Children's physical development is intrinsically linked to their creativity, writes Anne O'Connor

It is impossible to separate physical development from other aspects of children's growth, because children learn through being active, and through multi-sensory, physical interaction with the world around them. Children using their senses to engage in art and creativity are constantly developing, practising and refining their skills.

Learning opportunities

In a well-equipped arts and crafts area, and with appropriate adult support, children can:

  • use their senses to learn about the their environment and connect with what they already know
  • respond to physical challenge
  • improve fine and gross motor skills of co-ordination, control, manipulation, and movement
  • develop concentration and learn from mistakes
  • become confident in their physical skills
  • explore language associated with materials and their use, for example, words to describe texture or actions
  • develop and consolidate preference for using their left or right hand
  • become confident users of tools and equipment
  • design, evaluate and refine their models and artwork
  • manipulate tools and materials
  • explore 'joining' and 'assembling'.

Transferable
Children exploring their physical dexterity through creative work are often acquiring skills that are useful in other areas of their life. Children who pour and mix paint or water, for example, will become more confident pouring drinks. Manipulating small items helps children develop the dexterity to hold and control a pencil. Clearing up after a messy activity raises children's awareness of taking responsibility for themselves (by, for example, washing their hands) and their environment.

Schemas
Close observation of children engaging in self-chosen art, design and craft activities will often provide valuable information about their schemas. A schema is 'a pattern of repeatable behaviour into which experiences are assimilated and that are gradually co-ordinated' (Chris Athey, Extending Thought in Young Children, 1990, see also 'All about... schemas', Nursery World, 6 June 2002, pp16-22). When a child is observed over a period of time showing a deep and consistent interest in a particular concern, such as covering artwork with layers of paint or making and filling boxes, they are providing evidence of their intrinsic motivations, which astute practitioners can support and develop, enabling children to learn at a deeper level.

Resources and activities
Provide a range of large- and small-scale activities, including:

  • using implements and tools such as staplers, clips and punches
  • manipulating small items such as sequins, beads, and stickers
  • cutting, tearing and sticking
  • threading and weaving, covering and wrapping
  • painting with brushes and sponges of various sizes
  • drawing with pencils, pens, crayons, pastels, chalks and charcoal
  • constructing models from junk
  • printing and collage, using paper and fabric, etc
  • moulding and sculpting using clay, papier-mache and dough
  • paper design and craft.

Provide opportunities for children to work both collaboratively and independently.

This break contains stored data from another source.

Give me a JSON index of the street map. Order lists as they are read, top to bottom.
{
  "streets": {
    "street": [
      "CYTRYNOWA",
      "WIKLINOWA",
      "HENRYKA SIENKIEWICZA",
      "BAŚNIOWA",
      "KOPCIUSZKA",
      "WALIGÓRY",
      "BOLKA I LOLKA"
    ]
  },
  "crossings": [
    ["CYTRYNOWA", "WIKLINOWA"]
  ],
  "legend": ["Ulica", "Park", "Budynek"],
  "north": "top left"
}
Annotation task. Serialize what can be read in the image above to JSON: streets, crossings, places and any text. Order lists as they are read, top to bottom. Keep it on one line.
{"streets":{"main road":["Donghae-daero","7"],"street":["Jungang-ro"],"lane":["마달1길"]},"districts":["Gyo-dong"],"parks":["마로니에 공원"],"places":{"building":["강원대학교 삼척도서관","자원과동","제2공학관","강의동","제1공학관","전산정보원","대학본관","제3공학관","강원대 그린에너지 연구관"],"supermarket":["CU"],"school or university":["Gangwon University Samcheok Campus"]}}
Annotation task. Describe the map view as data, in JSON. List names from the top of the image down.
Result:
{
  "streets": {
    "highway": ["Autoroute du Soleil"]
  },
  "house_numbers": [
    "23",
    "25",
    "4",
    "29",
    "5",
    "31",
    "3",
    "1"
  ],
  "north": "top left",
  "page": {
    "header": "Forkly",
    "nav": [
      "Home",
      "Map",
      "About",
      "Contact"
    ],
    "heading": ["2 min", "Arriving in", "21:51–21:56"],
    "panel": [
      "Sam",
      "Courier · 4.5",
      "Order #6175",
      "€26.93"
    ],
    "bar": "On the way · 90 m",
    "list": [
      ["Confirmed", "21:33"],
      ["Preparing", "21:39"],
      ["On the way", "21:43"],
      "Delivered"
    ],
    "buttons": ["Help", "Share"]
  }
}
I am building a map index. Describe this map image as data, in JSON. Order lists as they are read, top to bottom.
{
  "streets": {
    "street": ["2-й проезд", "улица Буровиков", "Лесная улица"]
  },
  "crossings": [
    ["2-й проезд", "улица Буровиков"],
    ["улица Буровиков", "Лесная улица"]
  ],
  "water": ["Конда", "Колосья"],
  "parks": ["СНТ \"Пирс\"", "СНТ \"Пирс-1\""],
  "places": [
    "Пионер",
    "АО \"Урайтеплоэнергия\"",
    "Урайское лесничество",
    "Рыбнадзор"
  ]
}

  • Explore techniques and styles of painting and drawing (see All about... art, Nursery World, 7 March 2002, pp16-22).

  • Find out about different cultural perspectives on art and design, such as different weaving styles.

  • Provide a range of stimuli, such as story, music and prints.

  • Create and solve problems, for example, how to make a bed for teddy or create a mask for role play.

  • Provide art and creative resources for indoor and outside activities.

Organisation

It is important to balance adult-led tasks with opportunities for children to initiate and develop activities for themselves. Practitioners need to demonstrate and teach physical skills and techniques, but children must have opportunities to revisit and practise their physical skills in ways meaningful to them to build confidence and independence.

  • Make resources readily accessible in a workshop-style environment, so children can make choices about their creative work. Encourage children to sort recycled materials into labelled baskets or boxes, and to select materials appropriate to their chosen task.

  • Provide a range of 'joining' equipment, such as masking tape, staplers, glue and clips appropriate to the children's different stages of physical development.

  • Ensure tools work well and are stored safely and labelled clearly. Ensure children know which tools must be used with supervision.

  • Provide appropriately-sized brushes, crayons, pencils, etc.

  • Ideally, provide ample space for creative activities, indoors and out, where children can be messy and have opportunities to use the floor rather than having an overemphasis on sitting at tables.

Adult role

Observation and sensitive intervention is essential to promote effective physical development through art and creative activities.

  • When children ask for help, provide technical assistance to ensure they do not become frustrated or demotivated, but allow every opportunity to experiment and persevere, judging when to encourage independence.

  • Ensure children have sufficient time to experiment and learn from their mistakes.

  • Make available enough resources to allow children to practise and repeat new skills and to revisit them over time. This also makes it easier for children to share and work together. Explore cheap ways of resourcing, such as recycling.

  • Be aware of the needs of left-handed children when buying tools and equipment, and demonstrate how to use them.

  • Engage in activities alongside children, using the language of movement, for example, scraping, dabbing, squeezing and pouring.

  • Provide stimuli that offer children opportunities to use all their senses. Play music in the creative area and be aware of the needs of children with impaired senses. Adapt or develop activities accordingly.

  • Involve parents in activities, encouraging them to use their skills and develop new ones.

  • Do a risk assessment and demonstrate how to use tools safely.

  • Plan activities appropriate to the children's level and ensure those with special needs are able to participate fully.

  • Remember some children may need to avoid some materials and substances because of sensitive skin.

  • Observe and record evidence of children's developing physical skills Collaborate with parents to ensure continuing development.